Retinitis pigmentosa (RP) is a rare, inherited disease that causes degeneration of the rod photoreceptors in the retina. The rods are the light-sensitive retinal cells responsible for vision in dim lighting environments and peripheral (or side) vision. According to the National Eye Institute, retinitis pigmentosa affects about 1 in 4,000 people worldwide.
Symptoms of RP
There are two hallmark symptoms associated with RP. The first symptom is a gradual decrease in night vision. It is difficult for the eyes to adjust in dark or dim lighting. This is followed by peripheral vision loss. As peripheral vision decreases, the visual field can eventually narrow to tunnel vision. Some people may have a small island of peripheral vision remaining, which can sometimes be utilized after vision rehabilitation training. Blindness can also occur late in the disease.
Causes of RP
Retinitis pigmentosa is caused by mutations to the genes that control protein production within the cells of the retina. It is a genetically inherited disease with multiple inheritance patterns: dominant, recessive, and X-linked. When RP is associated with the dominant gene, symptoms are more likely to be apparent in a person’s 40s. When inherited through a recessive gene, the symptoms are usually more severe and present in a person’s 20s. Initial symptoms may start mildly during adolescence and slowly worsen as the disease progresses.

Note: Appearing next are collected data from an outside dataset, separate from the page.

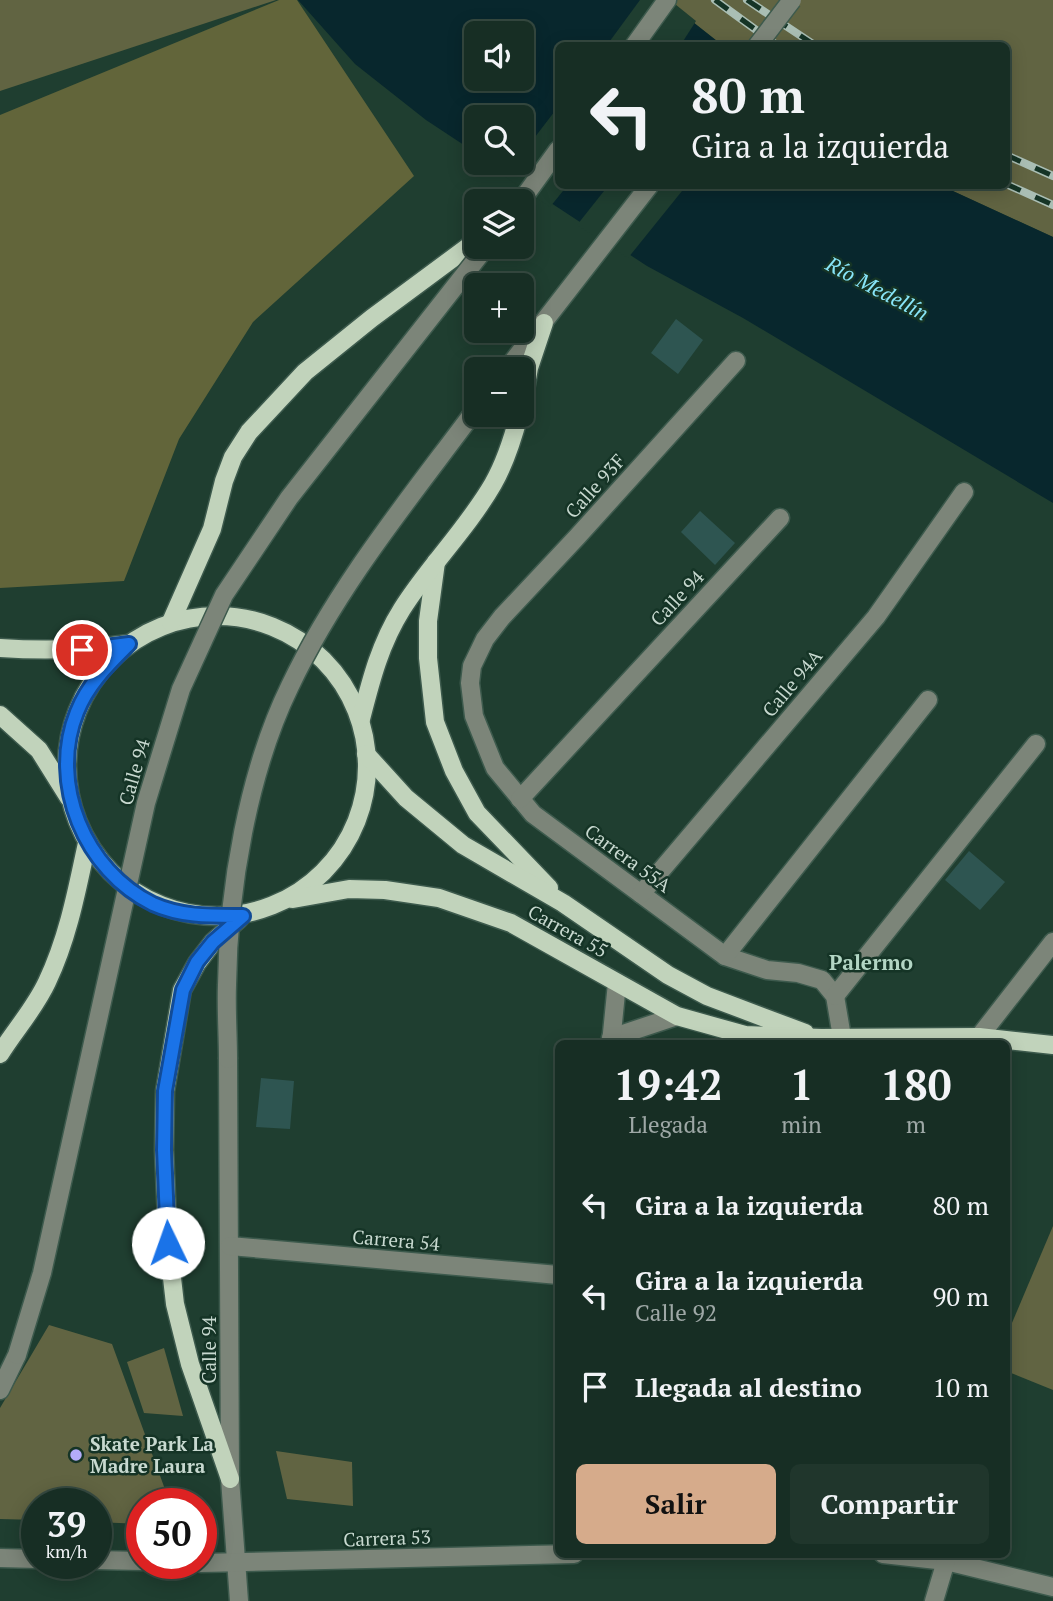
<!DOCTYPE html>
<html lang="es">
<head>
<meta charset="utf-8">
<style>
	:root { --surface:#172e24; --page:#20362c; --text:#f1f3f6; --muted:#9ea8a6; --line:#364a41; --accent:#d6ab8b }
	body { margin:0; font-family:"PT Serif",serif; background:var(--page); color:var(--text); height:100vh; display:flex; flex-direction:column; font-size:26px; white-space:nowrap }
	* { box-sizing:border-box; margin:0 }
	p { font-size:23px; color:var(--muted) }
	.icon { flex:none; width:38px; height:38px; fill:none; stroke:currentColor; stroke-width:2; stroke-linecap:round; stroke-linejoin:round }
	.map { position:relative; flex:1; overflow:hidden }
	.details { position:absolute; left:555px; top:1040px; width:455px; height:518px; display:flex; flex-direction:column; background:var(--surface); border-radius:10px; box-shadow:0 4px 18px #0003,0 0 0 2px var(--line) }
	.details>* { flex:none }
	.hud { position:absolute; left:555px; top:42px; width:455px; height:147px; border-radius:10px; box-shadow:0 4px 18px #0003,0 0 0 2px var(--line); background:#172e24; color:var(--text); overflow:hidden }
	.tools { position:absolute; left:464px; top:21px; display:grid; gap:14px }
	.tools a { display:grid; place-items:center; width:70px; height:70px; border-radius:10px; background:var(--surface); box-shadow:0 4px 18px #0003,0 0 0 2px var(--line); font-size:35px }
	.speed { position:absolute; left:21px; top:1488px; display:flex; gap:14px; font-size:35px; font-weight:700; text-align:center }
	.speed>* { display:grid; place-content:center; width:91px; height:91px; border-radius:50%; background:var(--surface); box-shadow:0 4px 18px #0003,0 0 0 2px var(--line); line-height:1 }
	.speed small { font-size:18px; font-weight:400 }
	.speed .limit { border:10px solid #d22; background:#fff; color:#111 }
	.pin { position:absolute; display:grid; place-items:center; width:60px; height:60px; color:#fff; margin:-30px; border:4px solid #fff; border-radius:50%; box-shadow:0 2px 7px #0007 }
	.me { position:absolute; width:77px; margin:-38px; rotate:357deg; stroke-linejoin:round; filter:drop-shadow(0 0 5px #0008) }
	.turn { display:flex; align-items:center; gap:24px; height:147px; padding:0 21px; font-size:32px }
	.turn .icon { width:91px; height:91px; stroke-width:2.5 }
	.turn b { display:block; font-size:49px; line-height:60px }
	.eta { display:flex; justify-content:space-evenly; align-items:center; height:119px; text-align:center }
	.eta b { font-size:42px; font-weight:800; line-height:49px }
	.button { display:flex; gap:14px; margin-top:auto; padding:14px 21px }
	.button a { flex:1; height:80px; border-radius:10px; background:var(--accent); color:#111; font-size:28px; font-weight:800; line-height:80px; text-align:center }
	.button a+a { background:var(--page); color:var(--text) }
	ul { padding:0; list-style:none }
	li { display:flex; align-items:center; gap:21px; height:91px; padding:0 21px }
	li div { flex:1 }
	li b { display:block; font-size:26px }
	li em { font-style:normal }
	.map>svg:first-child { display:block }
	.green { fill:#616442 }
	.forest { fill:#62653a }
	.water { fill:#08272d; fill-rule:evenodd }
	.pier { fill:#1f3e30 }
	.building { fill:#2e5551 }
	.lines { fill:none; stroke-linecap:round; stroke-linejoin:round }
	.minor-casing { stroke:#3d5a4d; stroke-width:21 }
	.major-casing { stroke:#3d5a4d; stroke-width:21 }
	.minor { stroke:#7c8579; stroke-width:18 }
	.major { stroke:#c1d3bb; stroke-width:18 }
	.rail-casing { stroke:#aabeb4; stroke-width:8 }
	.rail { stroke:#153426; stroke-width:5; stroke-dasharray:16; stroke-linecap:butt }
	.minor-bridge-casing { stroke:#3d5a4d; stroke-width:21; stroke-linecap:butt }
	.minor-bridge { stroke:#7c8579; stroke-width:18 }
	.route-casing { stroke:#114b97; stroke-width:18 }
	.route { stroke:#1a73e8; stroke-width:12 }
	.poi-dot { fill:#b4acf9; stroke:#153426; stroke-width:2.5 }
	.labels { text-anchor:middle; stroke-width:5; stroke-linejoin:round; paint-order:stroke }
	.street-label { font-size:19px; fill:#c8d9d0; stroke:#153426 }
	.poi-label { font-size:19px; font-weight:bold; fill:#c8d9d0; stroke:#153426; text-anchor:start }
	.water-label { font-size:21px; font-style:italic; fill:#88e5f8; stroke:#153426 }
	.neighbourhood-label { font-size:21px; font-weight:bold; fill:#b3d6c4; stroke:#153426 }
</style>
</head>
<body>
<div class="map">
<svg width="1053" height="1601" viewBox="0 0 1053 1601">
	<rect width="100%" height="100%" fill="#1f3e30"/>
	<g class="green">
		<path d="M0,0H276L0,91Z"/>
		<path d="M665,0H1053V237L942,186H1006V46L722,45Z"/>
		<path d="M1053,1226V1390L1006,1371V1337Z"/>
		<path d="M49,1325L112,1344L170,1503H142V1524L96,1522V1503H37V1520L0,1519V1408Z"/>
		<path d="M164,1348L183,1416L144,1413L127,1362Z"/>
		<path d="M276,1451L352,1462L353,1506L287,1499Z"/>
	</g>
	<path class="forest" d="M279,0H297L414,176L253,322L179,439L124,581L0,588V115Z"/>
	<path class="water" d="M298,0H665L722,45L558,46V186H942L1053,237V503L743,318L647,266L490,163H522V117H476V153L426,120L355,64ZM476,33H522V79H476Z"/>
	<g class="pier">
		<path d="M640,0H670L696,21L680,46L607,45Z"/>
		<path d="M558,107V186H567L550,207L504,176L515,163H522V154Z"/>
		<path d="M608,186H686L628,258L577,225Z"/>
	</g>
	<g class="building">
		<path d="M676,319L703,340L678,374L651,353Z"/>
		<path d="M700,511L735,543L715,565L681,532Z"/>
		<path d="M969,851L1005,882L980,910L945,880Z"/>
		<path d="M261,1078L294,1081L290,1129L256,1127Z"/>
	</g>
	<g class="lines">
		<g class="minor-casing">
			<g id="minor">
				<path d="M634,46L667,0"/>
				<path d="M521,201L558,150"/>
				<path d="M736,361L577,537L502,617L485,639L472,666L470,683L474,716L495,768L533,814L725,956L767,970L798,973L822,980L835,996L842,1037"/>
				<path d="M507,369L649,186"/>
				<path d="M520,799L780,518"/>
				<path d="M641,894L876,617L964,492"/>
				<path d="M725,956L928,700"/>
				<path d="M835,996L1036,744"/>
				<path d="M979,1037L1053,942"/>
				<path d="M611,1038L677,1016"/>
				<path d="M611,1043L617,983"/>
				<path d="M228,1059L230,1479L239,1601"/>
				<path d="M230,1246L558,1275"/>
				<path d="M0,1390L17,1355"/>
				<path d="M883,1554L946,1561L1053,1587"/>
				<path d="M0,1558L37,1559"/>
				<path d="M96,1560L142,1561"/>
				<path d="M201,1563L574,1554"/>
				<path d="M934,1601L946,1561"/>
			</g>
		</g>
		<g class="major-casing">
			<g id="major">
				<path d="M522,406L529,368L544,323"/>
				<path d="M436,562L428,621V658L435,722L454,771L477,813L549,888"/>
				<circle cx="217" cy="766" r="150"/>
				<path d="M171,622L212,529L224,481L233,457L249,432L305,372L372,318L476,241"/>
				<path d="M0,648C44,651 85,650 129,644"/>
				<path d="M0,715L39,750L69,798"/>
				<path d="M361,719C371,680 380,644 402,609C429,566 467,529 493,484C505,463 513,438 519,415"/>
				<path d="M366,754L406,798L463,845L563,903L668,975L707,996L805,1033"/>
				<path d="M293,899L349,889L385,890L439,898L511,923L677,1016L745,1035L821,1038L979,1037L1053,1045"/>
				<path d="M0,1054C15,1030 35,1008 47,982C68,938 77,890 87,843"/>
				<path d="M230,1479L190,1364L175,1304L168,1243L164,1150L165,1091L182,990L197,963L213,942L239,919"/>
			</g>
		</g>
		<use href="#minor" class="minor"/>
		<use href="#major" class="major"/>
		<g class="rail-casing">
			<g id="rail">
				<path d="M715,0L778,46"/>
				<path d="M747,0L816,46"/>
				<path d="M1006,155L1053,176"/>
				<path d="M1006,184L1053,205"/>
			</g>
		</g>
		<use href="#rail" class="rail"/>
		<g class="minor-bridge-casing">
			<g id="minor-bridge">
				<path d="M757,46L792,0"/>
				<path d="M228,1059C228,1034 226,1010 227,985C228,890 248,772 290,686C338,585 410,498 476,409"/>
				<path d="M17,1355L42,1273L146,803L181,689L224,595L289,498L486,247"/>
			</g>
		</g>
		<use href="#minor-bridge" class="minor-bridge"/>
	</g>
	<g class="lines">
		<g class="route-casing">
			<path id="route" d="M82,650L129,644C108,665 88,684 77,712C48,783 85,871 153,904C182,917 212,916 243,916L213,942L197,962L183,990L165,1091L164,1150L168,1243"/>
		</g>
		<use href="#route" class="route"/>
	</g>
	<circle class="poi-dot" cx="76" cy="1455" r="7"/>
	<g class="labels">
		<g class="street-label">
			<text transform="translate(595 486) rotate(-48)" y="7">Calle 93F</text>
			<text transform="translate(677 598) rotate(-47)" y="7">Calle 94</text>
			<text transform="translate(792 683) rotate(-50)" y="7">Calle 94A</text>
			<text transform="translate(134 772) rotate(-74)" y="7">Calle 94</text>
			<text transform="translate(628 858) rotate(36)" y="7">Carrera 55A</text>
			<text transform="translate(568 931) rotate(29)" y="7">Carrera 55</text>
			<text transform="translate(396 1240) rotate(5)" y="7">Carrera 54</text>
			<text transform="translate(209 1350) rotate(-90)" y="7">Calle 94</text>
			<text transform="translate(387 1538) rotate(-2)" y="7">Carrera 53</text>
		</g>
		<g class="poi-label">
			<text x="90" y="1451">Skate Park La<tspan x="90" dy="22">Madre Laura</tspan></text>
		</g>
		<g class="water-label">
			<text transform="translate(877 289) rotate(28)" y="7">Río Medellín</text>
		</g>
		<g class="neighbourhood-label">
			<text x="871" y="970">Palermo</text>
		</g>
	</g>
</svg>
<div class="tools">
<a><svg class="icon" aria-label="sound" viewBox="0 0 24 24"><path d="M4 9h4l5-4v14l-5-4H4zM17 9q2 3 0 6"/></svg></a>
<a><svg class="icon" aria-label="search" viewBox="0 0 24 24"><circle cx="10" cy="10" r="6"/><path d="M15 15l6 6"/></svg></a>
<a><svg class="icon" aria-label="layers" viewBox="0 0 24 24"><path d="M12 4l9 5-9 5-9-5zM3 14l9 5 9-5"/></svg></a>
<a>+</a>
<a>−</a>
</div>
<div class="speed"><div>39<small>km/h</small></div><div class="limit">50</div></div>
<div class="pin" style="left:82px;top:650px;background:#d93025"><svg class="icon" aria-label="arrive" viewBox="0 0 24 24"><path d="M6 21V4h12l-3 4 3 4H6"/></svg></div>
<svg class="me" style="left:168px;top:1243px" viewBox="-20 -20 40 40"><circle r="19" fill="#fff"/><path d="M0-13L10 11 0 6-10 11z" fill="#1a73e8"/></svg>
<div class="hud">
<div class="turn"><svg class="icon" aria-label="left" viewBox="0 0 24 24"><path d="M17 20v-9H6M10 6l-5 5 5 5"/></svg><div><b>80 m</b>Gira a la izquierda</div></div>
</div>
<section class="details">
<div class="eta">
<div><b>19:42</b><p>Llegada</p></div>
<div><b>1</b><p>min</p></div>
<div><b>180</b><p>m</p></div>
</div>
<ul>
<li><svg class="icon" aria-label="left" viewBox="0 0 24 24"><path d="M17 20v-9H6M10 6l-5 5 5 5"/></svg><div><b>Gira a la izquierda</b></div><em>80 m</em></li>
<li><svg class="icon" aria-label="left" viewBox="0 0 24 24"><path d="M17 20v-9H6M10 6l-5 5 5 5"/></svg><div><b>Gira a la izquierda</b><p>Calle 92</p></div><em>90 m</em></li>
<li><svg class="icon" aria-label="arrive" viewBox="0 0 24 24"><path d="M6 21V4h12l-3 4 3 4H6"/></svg><div><b>Llegada al destino</b></div><em>10 m</em></li>
</ul>
<div class="button"><a>Salir</a><a>Compartir</a></div>
</section>
</div>
</body>
</html>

Several tests are required to make a definitive diagnosis of RP. A dilated eye exam will reveal abnormal pigment deposits in the retina. The pigment starts at the peripheral retina and gradually spreads towards the central retina as the disease progresses. A visual field test is then used to determine if peripheral vision has been affected. This plots a map of the person’s peripheral and central vision. If the dilated eye exam and visual field are suggestive of RP, an electroretinogram (ERG) is the next step for confirmation. An ERG is used to measure the electrical activity of the retinal cells. Diagnosing RP is based on a decreased amount of electrical signals.
There is no cure for RP. Several companies are developing retinal implants to help restore sight. These tiny devices are implanted into the retina and transmit the electrical signals to the optic nerve. The implants do not provide normal, clear vision, but rather help the individual locate light sources and large objects. Other studies suggest high doses of vitamin A can help slow the progression of RP, however, this may not be suitable for every case of RP.
Low vision aids, such as telescopes and other lenses, are excellent resources for utilizing the remaining vision. Visual rehabilitation can help train individuals with RP on how to function with vision loss. Support groups are also available for those with decreased vision and any parent or caretaker of a person with vision loss.